PROVIDED MATERIAL Block Start

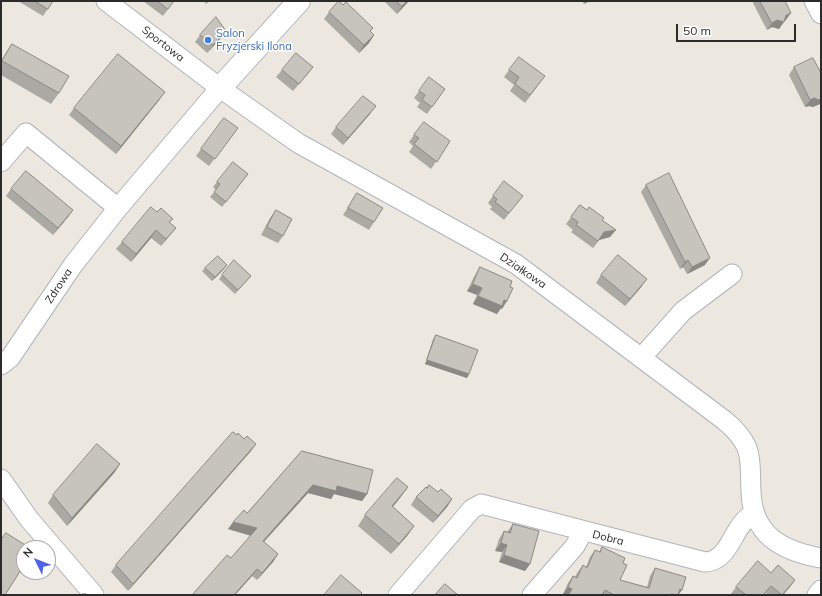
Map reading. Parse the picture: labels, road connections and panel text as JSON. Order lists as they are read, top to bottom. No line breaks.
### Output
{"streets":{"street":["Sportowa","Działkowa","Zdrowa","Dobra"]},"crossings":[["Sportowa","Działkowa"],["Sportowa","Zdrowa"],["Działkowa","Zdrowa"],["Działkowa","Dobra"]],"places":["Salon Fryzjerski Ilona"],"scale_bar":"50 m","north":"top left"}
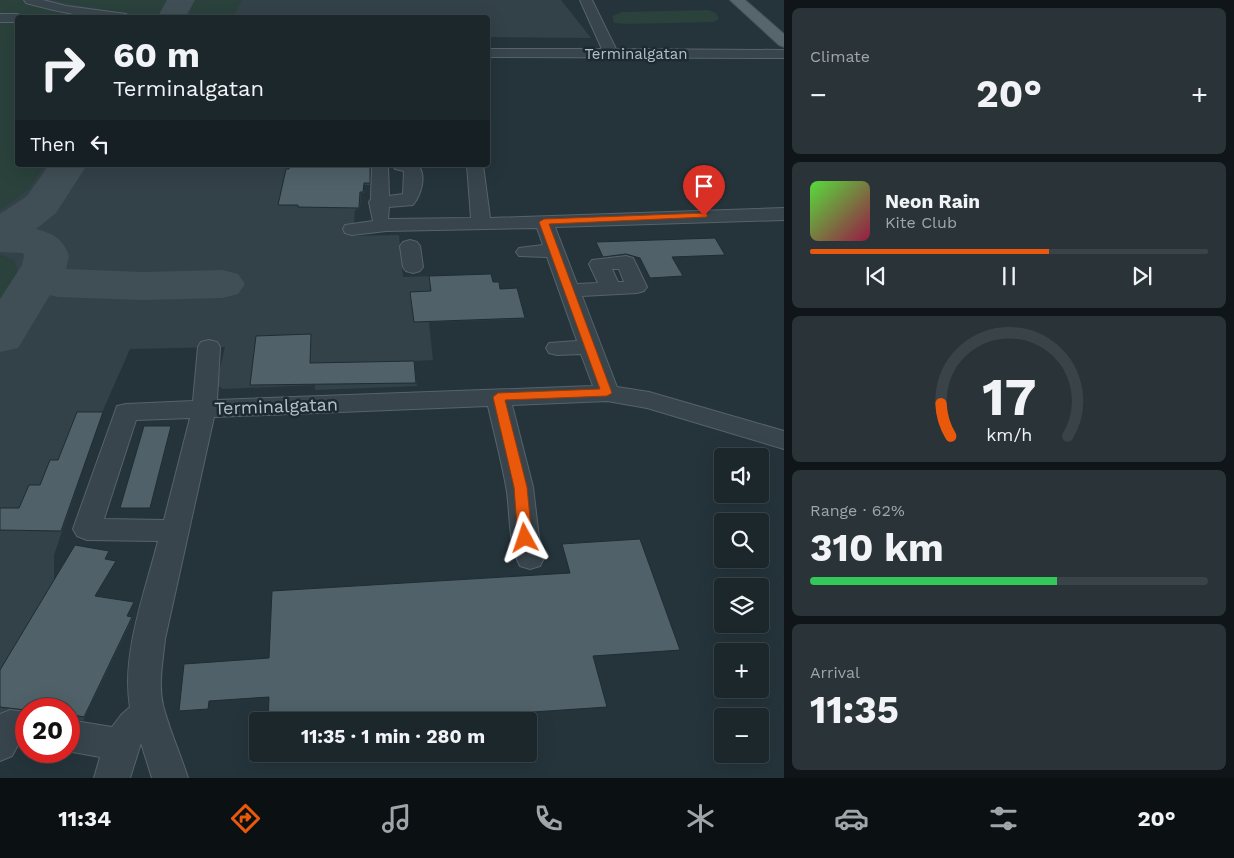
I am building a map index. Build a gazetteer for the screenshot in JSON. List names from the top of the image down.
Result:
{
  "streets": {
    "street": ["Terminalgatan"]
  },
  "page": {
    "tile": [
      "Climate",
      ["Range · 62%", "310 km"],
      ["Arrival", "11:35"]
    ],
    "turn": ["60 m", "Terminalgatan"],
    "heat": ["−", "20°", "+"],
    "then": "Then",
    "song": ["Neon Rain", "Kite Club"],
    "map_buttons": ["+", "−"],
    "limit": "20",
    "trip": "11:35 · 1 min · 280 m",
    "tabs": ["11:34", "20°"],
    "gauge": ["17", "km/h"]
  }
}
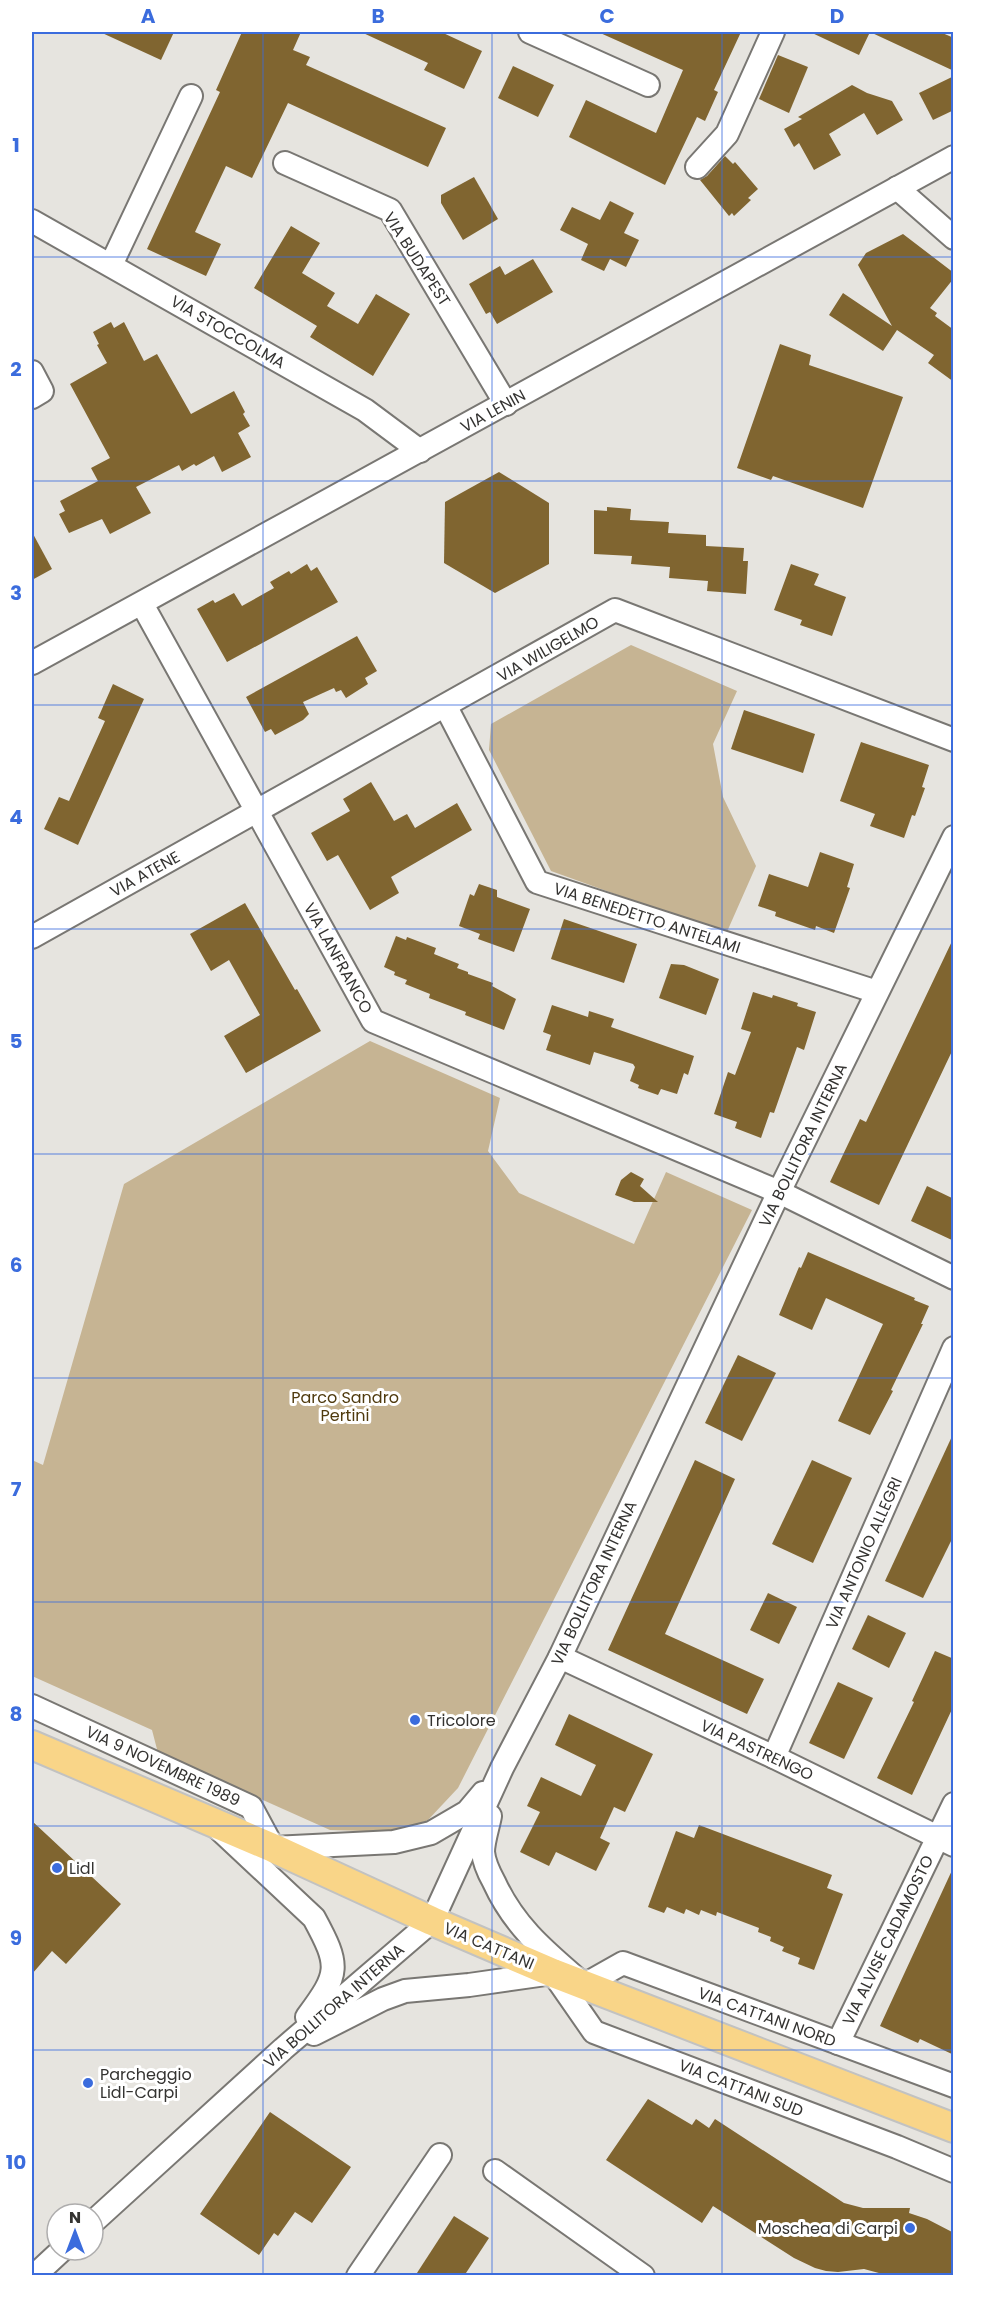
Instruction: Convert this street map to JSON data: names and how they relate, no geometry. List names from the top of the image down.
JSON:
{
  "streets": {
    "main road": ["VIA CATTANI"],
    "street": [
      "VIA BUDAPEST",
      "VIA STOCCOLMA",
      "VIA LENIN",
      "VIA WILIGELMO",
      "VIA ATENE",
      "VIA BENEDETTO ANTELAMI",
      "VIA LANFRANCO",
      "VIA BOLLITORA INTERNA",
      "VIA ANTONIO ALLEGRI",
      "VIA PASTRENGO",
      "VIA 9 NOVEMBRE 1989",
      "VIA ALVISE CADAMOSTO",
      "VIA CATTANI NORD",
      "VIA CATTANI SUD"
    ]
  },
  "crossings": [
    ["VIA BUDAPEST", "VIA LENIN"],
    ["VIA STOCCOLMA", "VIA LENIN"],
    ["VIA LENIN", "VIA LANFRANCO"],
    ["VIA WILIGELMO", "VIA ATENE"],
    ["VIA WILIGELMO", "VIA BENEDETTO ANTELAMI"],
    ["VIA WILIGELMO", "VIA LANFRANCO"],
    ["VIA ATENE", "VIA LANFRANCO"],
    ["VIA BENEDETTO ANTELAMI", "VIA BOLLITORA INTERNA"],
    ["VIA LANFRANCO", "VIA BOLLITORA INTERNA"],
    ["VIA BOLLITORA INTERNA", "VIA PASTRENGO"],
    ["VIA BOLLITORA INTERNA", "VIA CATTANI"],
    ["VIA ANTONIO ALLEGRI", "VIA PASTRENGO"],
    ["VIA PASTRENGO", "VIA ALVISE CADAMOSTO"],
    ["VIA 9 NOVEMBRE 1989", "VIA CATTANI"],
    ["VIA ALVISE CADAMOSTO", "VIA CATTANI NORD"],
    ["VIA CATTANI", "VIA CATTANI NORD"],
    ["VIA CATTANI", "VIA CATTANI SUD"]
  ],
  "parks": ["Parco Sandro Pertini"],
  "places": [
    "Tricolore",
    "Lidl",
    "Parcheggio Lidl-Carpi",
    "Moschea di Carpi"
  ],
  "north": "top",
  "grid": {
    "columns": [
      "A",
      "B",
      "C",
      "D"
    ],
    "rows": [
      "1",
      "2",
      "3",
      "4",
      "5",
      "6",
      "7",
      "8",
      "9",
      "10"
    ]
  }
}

PROVIDED MATERIAL Block End

Nothing but the lines from the start of the records through the line holding "I am building" should be printed, exactly as written and with the pictures left out.

RESPONSE TO THE EXERCISE:
Map reading. Parse the picture: labels, road connections and panel text as JSON. Order lists as they are read, top to bottom. No line breaks.
### Output
{"streets":{"street":["Sportowa","Działkowa","Zdrowa","Dobra"]},"crossings":[["Sportowa","Działkowa"],["Sportowa","Zdrowa"],["Działkowa","Zdrowa"],["Działkowa","Dobra"]],"places":["Salon Fryzjerski Ilona"],"scale_bar":"50 m","north":"top left"}
I am building a map index. Build a gazetteer for the screenshot in JSON. List names from the top of the image down.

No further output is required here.